[Stored data]
———

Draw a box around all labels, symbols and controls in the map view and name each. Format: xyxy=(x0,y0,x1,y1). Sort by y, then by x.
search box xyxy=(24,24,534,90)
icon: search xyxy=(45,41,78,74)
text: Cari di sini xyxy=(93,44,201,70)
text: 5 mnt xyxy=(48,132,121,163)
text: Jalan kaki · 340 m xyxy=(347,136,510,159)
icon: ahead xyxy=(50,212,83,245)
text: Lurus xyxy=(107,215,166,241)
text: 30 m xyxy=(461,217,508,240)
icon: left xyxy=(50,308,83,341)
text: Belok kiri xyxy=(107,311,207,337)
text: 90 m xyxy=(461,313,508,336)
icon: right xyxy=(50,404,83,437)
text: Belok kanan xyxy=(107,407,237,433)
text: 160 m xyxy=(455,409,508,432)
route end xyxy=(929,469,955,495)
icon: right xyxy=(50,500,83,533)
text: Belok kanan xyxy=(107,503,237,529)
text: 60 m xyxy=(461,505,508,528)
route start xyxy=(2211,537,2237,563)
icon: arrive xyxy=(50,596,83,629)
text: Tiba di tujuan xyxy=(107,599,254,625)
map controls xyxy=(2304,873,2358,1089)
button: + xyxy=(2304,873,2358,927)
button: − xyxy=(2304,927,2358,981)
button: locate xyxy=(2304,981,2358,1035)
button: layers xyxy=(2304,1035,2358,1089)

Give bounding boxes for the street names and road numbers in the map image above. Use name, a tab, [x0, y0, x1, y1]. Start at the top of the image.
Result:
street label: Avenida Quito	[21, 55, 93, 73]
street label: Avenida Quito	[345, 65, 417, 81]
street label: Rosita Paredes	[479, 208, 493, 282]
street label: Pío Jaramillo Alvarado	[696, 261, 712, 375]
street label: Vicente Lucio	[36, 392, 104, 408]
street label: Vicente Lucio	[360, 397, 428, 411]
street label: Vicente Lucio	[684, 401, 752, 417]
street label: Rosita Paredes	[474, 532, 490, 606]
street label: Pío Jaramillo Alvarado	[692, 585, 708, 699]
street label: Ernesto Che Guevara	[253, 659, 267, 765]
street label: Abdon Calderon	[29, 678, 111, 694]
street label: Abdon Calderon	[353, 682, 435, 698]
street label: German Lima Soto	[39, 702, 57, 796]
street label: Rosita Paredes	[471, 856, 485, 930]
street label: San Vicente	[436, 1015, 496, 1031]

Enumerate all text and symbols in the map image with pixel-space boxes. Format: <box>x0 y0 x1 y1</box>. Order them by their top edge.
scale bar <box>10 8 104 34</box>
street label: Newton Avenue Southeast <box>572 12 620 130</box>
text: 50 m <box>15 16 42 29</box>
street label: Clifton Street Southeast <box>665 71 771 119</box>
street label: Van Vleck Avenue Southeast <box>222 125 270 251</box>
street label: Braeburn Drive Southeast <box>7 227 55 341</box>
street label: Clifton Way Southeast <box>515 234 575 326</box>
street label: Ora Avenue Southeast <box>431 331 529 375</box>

———

Nothing in the records may be dropped; reproduce them exactly.

## Solution for this problem
Draw a box around all labels, symbols and controls in the map view and name each. Format: xyxy=(x0,y0,x1,y1). Sort by y, then by x.
search box xyxy=(24,24,534,90)
icon: search xyxy=(45,41,78,74)
text: Cari di sini xyxy=(93,44,201,70)
text: 5 mnt xyxy=(48,132,121,163)
text: Jalan kaki · 340 m xyxy=(347,136,510,159)
icon: ahead xyxy=(50,212,83,245)
text: Lurus xyxy=(107,215,166,241)
text: 30 m xyxy=(461,217,508,240)
icon: left xyxy=(50,308,83,341)
text: Belok kiri xyxy=(107,311,207,337)
text: 90 m xyxy=(461,313,508,336)
icon: right xyxy=(50,404,83,437)
text: Belok kanan xyxy=(107,407,237,433)
text: 160 m xyxy=(455,409,508,432)
route end xyxy=(929,469,955,495)
icon: right xyxy=(50,500,83,533)
text: Belok kanan xyxy=(107,503,237,529)
text: 60 m xyxy=(461,505,508,528)
route start xyxy=(2211,537,2237,563)
icon: arrive xyxy=(50,596,83,629)
text: Tiba di tujuan xyxy=(107,599,254,625)
map controls xyxy=(2304,873,2358,1089)
button: + xyxy=(2304,873,2358,927)
button: − xyxy=(2304,927,2358,981)
button: locate xyxy=(2304,981,2358,1035)
button: layers xyxy=(2304,1035,2358,1089)

Give bounding boxes for the street names and road numbers in the map image above. Use name, a tab, [x0, y0, x1, y1]. Start at the top of the image.
Result:
street label: Avenida Quito	[21, 55, 93, 73]
street label: Avenida Quito	[345, 65, 417, 81]
street label: Rosita Paredes	[479, 208, 493, 282]
street label: Pío Jaramillo Alvarado	[696, 261, 712, 375]
street label: Vicente Lucio	[36, 392, 104, 408]
street label: Vicente Lucio	[360, 397, 428, 411]
street label: Vicente Lucio	[684, 401, 752, 417]
street label: Rosita Paredes	[474, 532, 490, 606]
street label: Pío Jaramillo Alvarado	[692, 585, 708, 699]
street label: Ernesto Che Guevara	[253, 659, 267, 765]
street label: Abdon Calderon	[29, 678, 111, 694]
street label: Abdon Calderon	[353, 682, 435, 698]
street label: German Lima Soto	[39, 702, 57, 796]
street label: Rosita Paredes	[471, 856, 485, 930]
street label: San Vicente	[436, 1015, 496, 1031]

Enumerate all text and symbols in the map image with pixel-space boxes. Format: <box>x0 y0 x1 y1</box>. Order them by their top edge.
scale bar <box>10 8 104 34</box>
street label: Newton Avenue Southeast <box>572 12 620 130</box>
text: 50 m <box>15 16 42 29</box>
street label: Clifton Street Southeast <box>665 71 771 119</box>
street label: Van Vleck Avenue Southeast <box>222 125 270 251</box>
street label: Braeburn Drive Southeast <box>7 227 55 341</box>
street label: Clifton Way Southeast <box>515 234 575 326</box>
street label: Ora Avenue Southeast <box>431 331 529 375</box>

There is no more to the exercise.